◆ **Work instructions**
The full listing, returned exactly and free of pictures, is the expected answer.

== Segment start ==

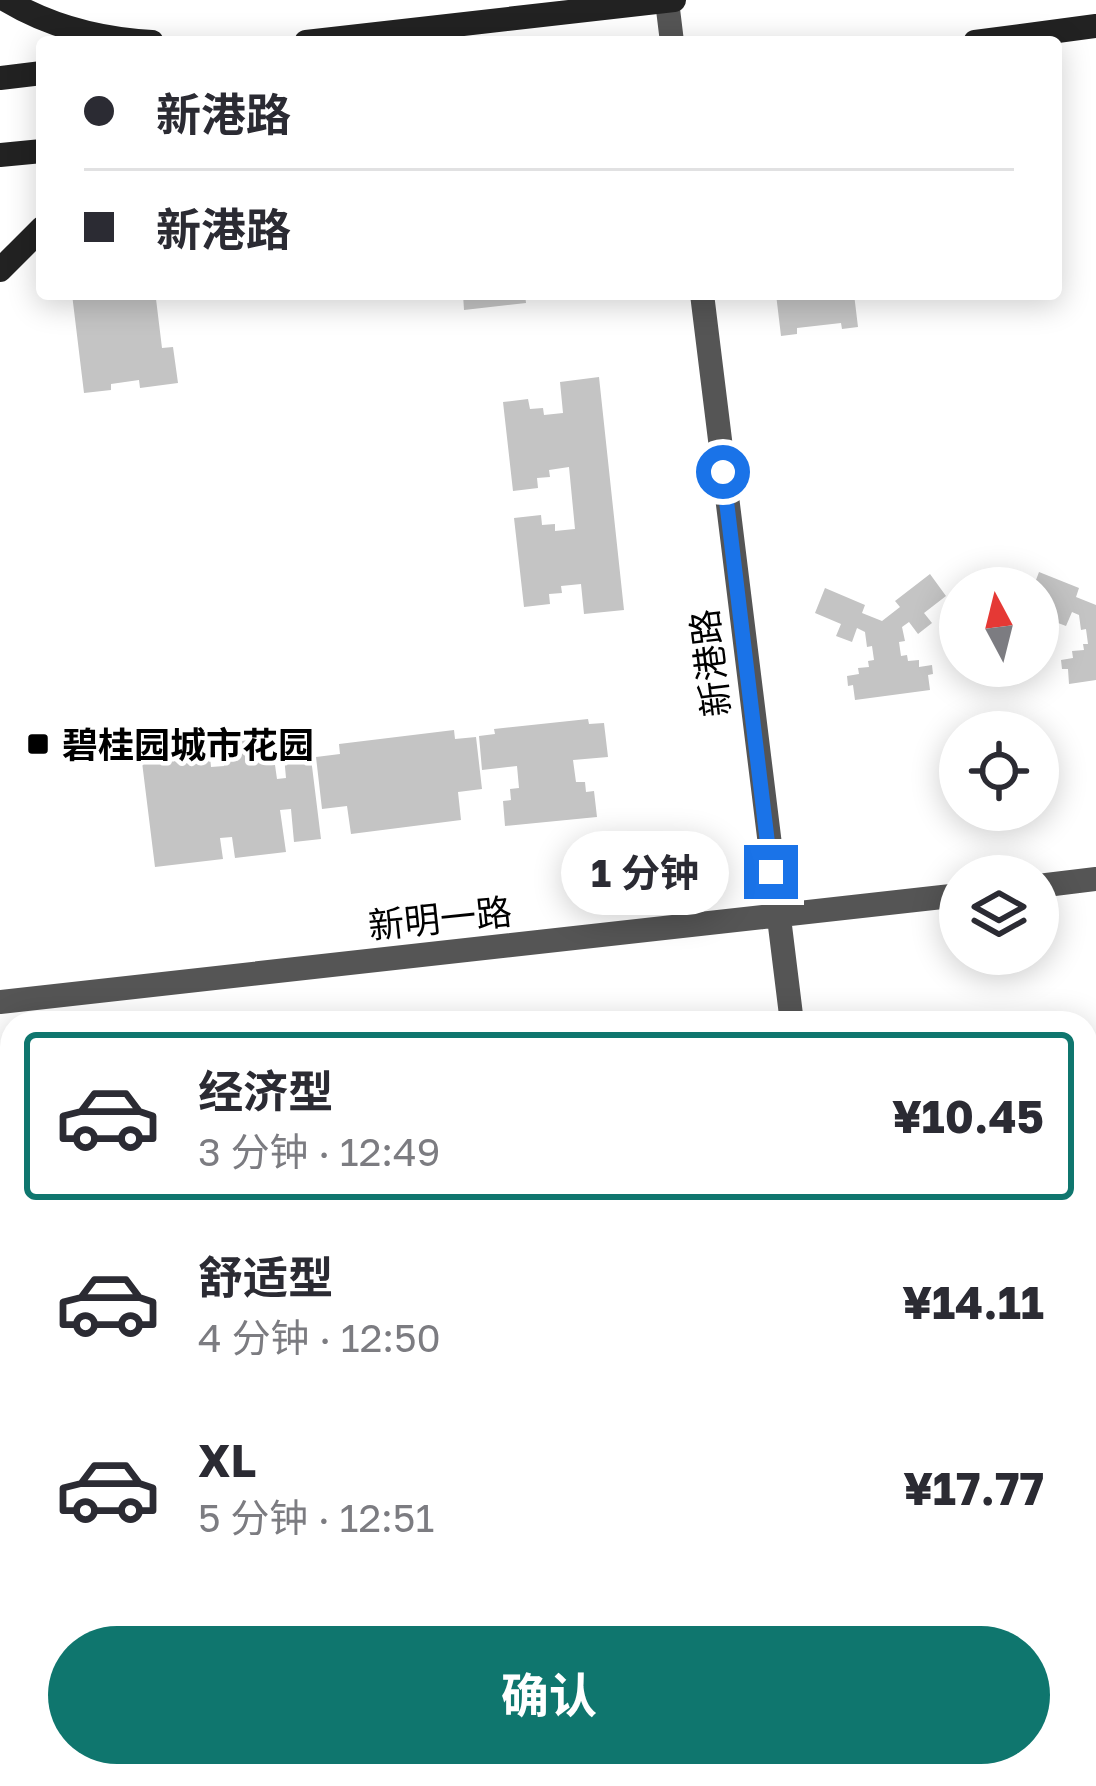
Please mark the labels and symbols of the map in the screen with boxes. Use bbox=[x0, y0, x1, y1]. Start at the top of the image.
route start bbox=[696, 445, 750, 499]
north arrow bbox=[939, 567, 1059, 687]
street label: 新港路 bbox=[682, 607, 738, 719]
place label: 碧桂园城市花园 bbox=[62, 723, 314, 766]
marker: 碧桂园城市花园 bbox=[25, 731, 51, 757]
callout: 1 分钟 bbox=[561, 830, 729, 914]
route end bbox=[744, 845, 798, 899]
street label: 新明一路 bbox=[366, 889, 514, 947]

== Segment end ==

◆ **Output of the exercise**
Please mark the labels and symbols of the map in the screen with boxes. Use bbox=[x0, y0, x1, y1]. Start at the top of the image.
route start bbox=[696, 445, 750, 499]
north arrow bbox=[939, 567, 1059, 687]
street label: 新港路 bbox=[682, 607, 738, 719]
place label: 碧桂园城市花园 bbox=[62, 723, 314, 766]
marker: 碧桂园城市花园 bbox=[25, 731, 51, 757]
callout: 1 分钟 bbox=[561, 830, 729, 914]
route end bbox=[744, 845, 798, 899]
street label: 新明一路 bbox=[366, 889, 514, 947]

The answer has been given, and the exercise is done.